Table inside Article
Source Ranking Last Week's Ranking Comments
ESPN No. 10 No. 12 “The Ravens are the only NFL team to rank in the top 10 on offense, defense and special teams.”
NFL.com No. 8 No. 9 “The Ravens are suddenly alive and well in the AFC playoff race, and Jackson looks like a man on a mission … as long as he can get those mysterious cramps under control.”
Bleacher Report No. 10 No. 12 “Baltimore found a way to win. It found a way to survive. It gutted it out. And in that moment, that's all that mattered.”
USA Today No. 10 No. 12 “Jackson has started 34 games, and Baltimore has rushed for 100 yards in every single one ... and is on verge of being playoff entry in all three of his NFL campaigns.”
Sports Illustrated No. 9 No. 13 “Jackson has started 34 games, and Baltimore has rushed for 100 yards in every single one ... and is on verge of being playoff entry in all three of his NFL campaigns.”
CBS Sports No. 10 No. 14 “Winning at Baltimore Monday night was huge for this team. The schedule is soft the rest of the way. They are getting it going at the right time.”

Dan Orlovsky: Credit Goes to Trace McSorley

Trace McSorley played just 11 snaps on Monday, but they may have been some of the most crucial, according to ESPN's Dan Orlovsky.

As Jackson was sidelined with cramps, McSorley took over late in the fourth quarter and led the Ravens to the Cleveland 41-yard line.

That set up Jackson's touchdown pass to Marquise "Hollywood" Brown on fourth down following McSorley's knee injury.

Orlovsky said McSorley made one of the most important plays of the game on a 13-yard completion to Willie Snead IV on third-and-10 earlier on that drive.

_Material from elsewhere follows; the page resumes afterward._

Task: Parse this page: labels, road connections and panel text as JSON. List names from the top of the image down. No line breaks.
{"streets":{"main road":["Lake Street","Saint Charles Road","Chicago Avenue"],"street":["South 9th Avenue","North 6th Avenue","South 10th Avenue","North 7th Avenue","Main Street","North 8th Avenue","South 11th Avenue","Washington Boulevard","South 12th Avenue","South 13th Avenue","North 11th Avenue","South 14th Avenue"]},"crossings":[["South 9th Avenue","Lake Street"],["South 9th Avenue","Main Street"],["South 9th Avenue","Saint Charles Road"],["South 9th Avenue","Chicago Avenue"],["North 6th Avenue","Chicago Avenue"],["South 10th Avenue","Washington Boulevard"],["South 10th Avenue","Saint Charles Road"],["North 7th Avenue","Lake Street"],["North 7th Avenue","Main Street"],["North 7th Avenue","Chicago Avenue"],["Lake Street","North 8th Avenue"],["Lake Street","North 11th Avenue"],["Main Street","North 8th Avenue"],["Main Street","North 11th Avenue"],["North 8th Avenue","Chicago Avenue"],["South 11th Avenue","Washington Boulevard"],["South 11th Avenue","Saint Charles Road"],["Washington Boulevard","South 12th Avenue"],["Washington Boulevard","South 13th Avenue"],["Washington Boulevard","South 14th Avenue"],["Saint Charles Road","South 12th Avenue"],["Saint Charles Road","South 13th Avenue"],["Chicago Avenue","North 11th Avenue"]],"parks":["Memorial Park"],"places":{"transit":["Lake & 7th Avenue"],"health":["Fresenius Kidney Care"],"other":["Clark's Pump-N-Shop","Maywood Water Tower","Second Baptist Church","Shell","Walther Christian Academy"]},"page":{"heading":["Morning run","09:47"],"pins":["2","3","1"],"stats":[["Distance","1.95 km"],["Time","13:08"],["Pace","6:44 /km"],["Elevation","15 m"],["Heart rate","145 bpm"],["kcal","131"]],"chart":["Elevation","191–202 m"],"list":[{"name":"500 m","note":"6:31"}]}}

"We're talking about Lamar, rightfully so. I got to give a shout out to Trace McSorley," Orlovsky said, via NBC Sports. "This is the play of the game, third-and-10. If he doesn't make this play, Lamar never gets to be hero ball."

Snead also deserves credit for making a tough catch on the play. He was tightly covered and had to go up to snatch the rocket from McSorley.

Tyus Bowser Has Evolved Into the Complete Linebacker

Late in the third quarter, Tyus Bowser stepped in front of a Baker Mayfield pass and fell just short of the end zone on the Browns' 1-yard line. The interception set up a Dobbins touchdown that gave the Ravens a 34-20 lead and further solidified a strong campaign for the fourth-year outside linebacker.

Pass rushers in Baltimore have a knack for putting together breakout seasons in the final year of their rookie deals, and pundits believe Bowser is developing into the complete defensive player on the edge.

"Bowser has just two sacks this season, but he now is tied for the team lead with three interceptions — all in the past four weeks — and has evolved into a more complete linebacker," Press Box's Bo Smolka wrote. "That might not lead to the huge paycheck that the big pass rushers earn, but he is working himself into a second contract and, more importantly, has become a significant part of the Ravens' pass defense.

"Bowser, who at one point was a two-sport athlete at the University of Houston before giving up basketball to focus on football, has the athleticism to make plays in space as he did in this game."

"The Ravens have increasingly depended on Bowser's versatility (he also came into the game second on the team in quarterback hits) over the last month," The Baltimore Sun's Childs Walker wrote. "Perhaps that unremarkable sack total will actually help them bring him back for a modest price in the offseason. He's earned such consideration."